At first Annja couldn’t figure out what it was, but after staring at it for a minute and mentally smoothing out the skin while doing so, she finally got it.

“It’s a tattoo, isn’t it?”

Craig’s eyes twinkled. “Yes, but a tattoo of what?”

Annja leaned in closer, trying to puzzle it out. “It’s an animal of some kind, I think. A dog, maybe? Or a wolf?”

“Close,” he replied. “Look at its mouth. See anything unusual?”

She peered at it harder, trying to sort out the details of the tattoo from the natural lines of the aged flesh. It looked like…

“Is that a tusk?” she asked without looking up.

“Right! Which makes that,” he said, pointing at the tattoo, “a wild boar.”

He beamed at her, as if the presence of the boar explained everything. But Annja wasn’t seeing the connection.

“Okay, so it’s a boar and not a wolf. So what? I still don’t see why that makes him a Roman rather than a Celt.”

Craig led her across the tent to where another table held two laptop computers and a combination printer/scanner. He sorted through a stack of papers next to one of the laptops until he found the page he was looking for and then handed it to Annja without a word.

She found herself looking at a scanned image of a battle standard photographed from a museum collection somewhere. She could even see the edge of the glass box in which it was housed. But what really caught her eye was the image of the charging boar that dominated the center of the standard. It was the exact same design that was tattooed on the back of the bog mummy’s head.

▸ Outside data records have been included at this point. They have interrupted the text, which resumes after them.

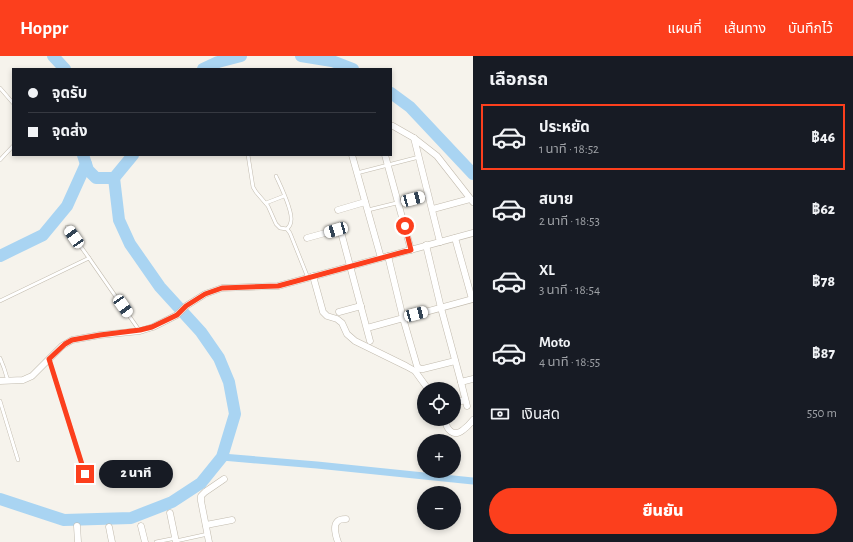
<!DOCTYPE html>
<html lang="th">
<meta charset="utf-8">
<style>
body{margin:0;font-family:"Alegreya Sans","Noto Sans Thai",sans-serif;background:#20242c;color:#f1f3f6;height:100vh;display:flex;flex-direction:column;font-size:15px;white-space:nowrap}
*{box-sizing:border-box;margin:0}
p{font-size:13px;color:#9ea1a6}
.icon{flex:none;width:22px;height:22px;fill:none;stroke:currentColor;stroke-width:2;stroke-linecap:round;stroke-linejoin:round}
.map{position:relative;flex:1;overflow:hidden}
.side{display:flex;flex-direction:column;background:#171b24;width:380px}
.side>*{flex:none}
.guide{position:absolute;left:12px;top:12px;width:380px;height:88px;border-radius:0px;box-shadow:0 2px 6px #0003;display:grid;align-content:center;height:88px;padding:0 16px;background:#171b24}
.controls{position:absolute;left:417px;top:326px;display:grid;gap:8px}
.controls a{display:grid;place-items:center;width:44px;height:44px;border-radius:50%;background:#171b24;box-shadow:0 2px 6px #0003;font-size:20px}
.end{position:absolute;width:18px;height:18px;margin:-9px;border:5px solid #fc3f1d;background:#fff;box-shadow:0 0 0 2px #fff}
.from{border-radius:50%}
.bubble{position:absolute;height:28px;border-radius:14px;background:#171b24;box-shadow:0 2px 6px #0003;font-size:13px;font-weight:800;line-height:28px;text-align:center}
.car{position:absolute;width:12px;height:24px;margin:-12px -6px;border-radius:5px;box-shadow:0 0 3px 1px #0007;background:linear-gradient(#fff 24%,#345 0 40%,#fff 0 76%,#345 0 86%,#fff 0)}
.guide b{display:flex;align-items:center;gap:14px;height:38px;font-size:15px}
.guide b+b{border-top:1px solid #363941}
.guide i{width:10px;height:10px;background:#f1f3f6}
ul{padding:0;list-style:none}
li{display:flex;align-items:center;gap:12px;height:66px;margin:0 8px 6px;padding:0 8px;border:2px solid transparent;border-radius:0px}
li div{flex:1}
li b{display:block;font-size:15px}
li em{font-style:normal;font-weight:800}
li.current{border-color:#fc3f1d}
li>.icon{width:36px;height:36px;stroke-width:1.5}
h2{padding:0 16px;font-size:18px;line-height:48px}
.pay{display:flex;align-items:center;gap:10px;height:44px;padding:0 16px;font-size:15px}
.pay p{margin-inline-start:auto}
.action{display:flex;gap:8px;margin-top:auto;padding:8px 16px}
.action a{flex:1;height:46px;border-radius:24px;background:#fc3f1d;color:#fff;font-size:16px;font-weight:800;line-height:46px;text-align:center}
header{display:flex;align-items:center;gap:24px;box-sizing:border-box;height:56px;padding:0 20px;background:#fc3f1d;color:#fff}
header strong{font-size:19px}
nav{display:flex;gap:22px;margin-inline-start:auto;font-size:14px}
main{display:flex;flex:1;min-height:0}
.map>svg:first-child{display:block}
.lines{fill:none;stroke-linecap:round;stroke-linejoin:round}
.canal{stroke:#a9d4f2;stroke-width:7}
.river{stroke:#a9d4f2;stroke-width:12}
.lane-casing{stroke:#c2bbae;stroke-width:4}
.street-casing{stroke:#c2bbae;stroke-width:7}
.lane{stroke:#fff;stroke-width:3}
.street{stroke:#fff;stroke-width:6}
.route{stroke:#fc3f1d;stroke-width:5}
</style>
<header>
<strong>Hoppr</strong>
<nav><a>แผนที่</a><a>เส้นทาง</a><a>บันทึกไว้</a></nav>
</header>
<main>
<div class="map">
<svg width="473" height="486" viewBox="0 0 473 486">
<rect width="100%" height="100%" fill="#f6f3ec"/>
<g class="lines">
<path class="canal" d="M222 401 317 409 473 425"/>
<g class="river">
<path d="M53 0 65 13"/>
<path d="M301 0 332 5 353 13"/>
<path d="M203 13 218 6 241 0"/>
<path d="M391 37 410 51 473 118"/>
<path d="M83 99 88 114 96 122H114L133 99"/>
<path d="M0 200 43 179 67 150 86 108"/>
<path d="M0 443 64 464 131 462 172 446 201 427 222 401 235 358 229 326 219 302 201 276 160 231 130 188 119 164 114 122"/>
</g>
<defs>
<g id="lane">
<path d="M0 32 13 47"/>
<path d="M248 99 253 131 256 136 268 150 276 168 280 172 287 173 290 177 308 222"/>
<path d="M0 104 13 90"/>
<path d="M357 117 419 101"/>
<path d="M276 120C281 131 293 155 291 165 291 169 289 171 287 173"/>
<path d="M266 147 284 140"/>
<path d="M368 154 429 139"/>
<path d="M67 171 89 202"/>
<path d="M0 245 89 202 139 274"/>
<path d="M0 302 4 312 8 325"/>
<path d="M49 303 85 418"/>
<path d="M0 345 18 404"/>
<path d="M176 485 208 478"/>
<path d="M156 486 176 482"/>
</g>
<g id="street">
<path d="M393 70 414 82 437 100 473 146"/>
<path d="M414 82 440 186"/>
<path d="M352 99 381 202"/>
<path d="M385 99 411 194"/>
<path d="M433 153 470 143"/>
<path d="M338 154 365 146"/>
<path d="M307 182 336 174 341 176 370 285"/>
<path d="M455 182 472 243"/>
<path d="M426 189 441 252 461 326 467 350"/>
<path d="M388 200 403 262 417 310 420 313H423L455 305"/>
<path d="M313 220 323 256 327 260 337 263 342 267 347 278 355 285 406 310 415 315 428 333"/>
<path d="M339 256 361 250"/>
<path d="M367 272 473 243"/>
<path d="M0 325 23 324 32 320 62 290 72 284 100 279 140 275 153 271 177 259 186 250 205 238 222 232 278 230 473 177"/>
<path d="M461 326 473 323"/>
<path d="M454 347 465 344"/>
<path d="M445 363C446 373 453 382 463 374 467 371 470 368 473 364"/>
<path d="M170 457 176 486"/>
<path d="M206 469 232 464"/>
<path d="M77 470 78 486"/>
<path d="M141 470 145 486"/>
<path d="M109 471 112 486"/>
<path d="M209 486 201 445V440L205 436 224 423"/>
<path d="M338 486C336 481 333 470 337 466 339 463 344 463 346 463"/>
</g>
</defs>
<use href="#lane" class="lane-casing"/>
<use href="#street" class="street-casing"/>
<use href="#lane" class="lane"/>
<use href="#street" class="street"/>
</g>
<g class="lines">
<path class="route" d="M85 418 49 303 65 288 72 284 100 279 140 274 152 271 177 259 186 250 205 238 222 232 278 230 411 194 405 170"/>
</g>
</svg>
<div class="controls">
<a><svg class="icon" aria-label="locate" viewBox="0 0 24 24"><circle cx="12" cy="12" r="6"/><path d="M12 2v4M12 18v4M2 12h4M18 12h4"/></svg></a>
<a>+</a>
<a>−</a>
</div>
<i class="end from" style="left:405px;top:170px"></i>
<i class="end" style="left:85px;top:418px"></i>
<div class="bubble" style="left:99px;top:404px;width:74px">2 นาที</div>
<i class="car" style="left:413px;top:143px;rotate:75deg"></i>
<i class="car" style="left:336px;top:174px;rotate:254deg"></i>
<i class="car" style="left:74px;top:181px;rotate:325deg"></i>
<i class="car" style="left:123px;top:250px;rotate:145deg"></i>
<i class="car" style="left:416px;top:258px;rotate:75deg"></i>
<div class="guide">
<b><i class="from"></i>จุดรับ</b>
<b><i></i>จุดส่ง</b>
</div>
</div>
<section class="side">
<h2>เลือกรถ</h2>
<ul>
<li class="current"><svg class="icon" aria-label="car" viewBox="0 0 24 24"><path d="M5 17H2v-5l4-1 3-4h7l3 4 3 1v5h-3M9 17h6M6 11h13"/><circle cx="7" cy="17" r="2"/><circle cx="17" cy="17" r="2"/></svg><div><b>ประหยัด</b><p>1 นาที · 18:52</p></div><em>฿46</em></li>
<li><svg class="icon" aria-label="car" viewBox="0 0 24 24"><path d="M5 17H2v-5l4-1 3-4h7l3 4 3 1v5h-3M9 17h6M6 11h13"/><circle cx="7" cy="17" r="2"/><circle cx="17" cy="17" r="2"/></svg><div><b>สบาย</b><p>2 นาที · 18:53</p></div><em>฿62</em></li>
<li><svg class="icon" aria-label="car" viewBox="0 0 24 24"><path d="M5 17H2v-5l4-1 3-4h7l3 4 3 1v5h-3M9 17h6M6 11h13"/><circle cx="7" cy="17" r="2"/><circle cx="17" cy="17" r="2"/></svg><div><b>XL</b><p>3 นาที · 18:54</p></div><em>฿78</em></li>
<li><svg class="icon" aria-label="car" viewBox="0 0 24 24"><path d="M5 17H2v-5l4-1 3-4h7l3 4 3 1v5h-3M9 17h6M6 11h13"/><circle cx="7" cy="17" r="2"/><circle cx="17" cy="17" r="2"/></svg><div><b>Moto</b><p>4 นาที · 18:55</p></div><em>฿87</em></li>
</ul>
<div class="pay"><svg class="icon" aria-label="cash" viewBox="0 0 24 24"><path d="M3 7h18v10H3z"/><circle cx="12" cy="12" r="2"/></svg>เงินสด<p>550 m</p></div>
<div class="action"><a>ยืนยัน</a></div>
</section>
</main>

“XIV Gemina, or the Fourteenth Legion,” Craig said. “Under the command of Gaius Suetonius Paulinus, it was ordered back to Britannia by the emperor in A.D. 67 to quell the Boudican rebellion.”

Boudica was the warrior queen of the Iceni clan, Annja knew. She’d inspired and led one of the largest uprisings against Roman rule in the history of the empire. The Roman historian Cassius Dio wrote that she was “most tall, in appearance most terrifying, in the glance of her eye most fierce”—a description that made Annja smile the first time she’d read it. Annja’d been called fierce once or twice in her day, too.

She had to give Craig credit; it was a nice piece of detective work. But it raised more than a question or two in her mind. “I thought Boudica made her stand near Mancetter?” That was at least fifty miles south of where they now stood.

“She did. And that’s where the story ends for most historians. But there’s a small group, myself included, that believe a portion of her army escaped the battle that day and tried to make it to Anglesey by cutting overland across the moors. If they had, and if Paulinus pursued them as I believe that he did, then it’s not inconceivable that they met again in battle and that we’ve stumbled on evidence of that very encounter. If you examine—”

Craig’s explanation was cut short by the sound of running feet. He and Annja turned to face the entrance just as the flap was thrown open and Zeke stuck his head in through the opening.

“Dr. Stevens!” he cried, his voice full of excitement. “We’ve got another one!”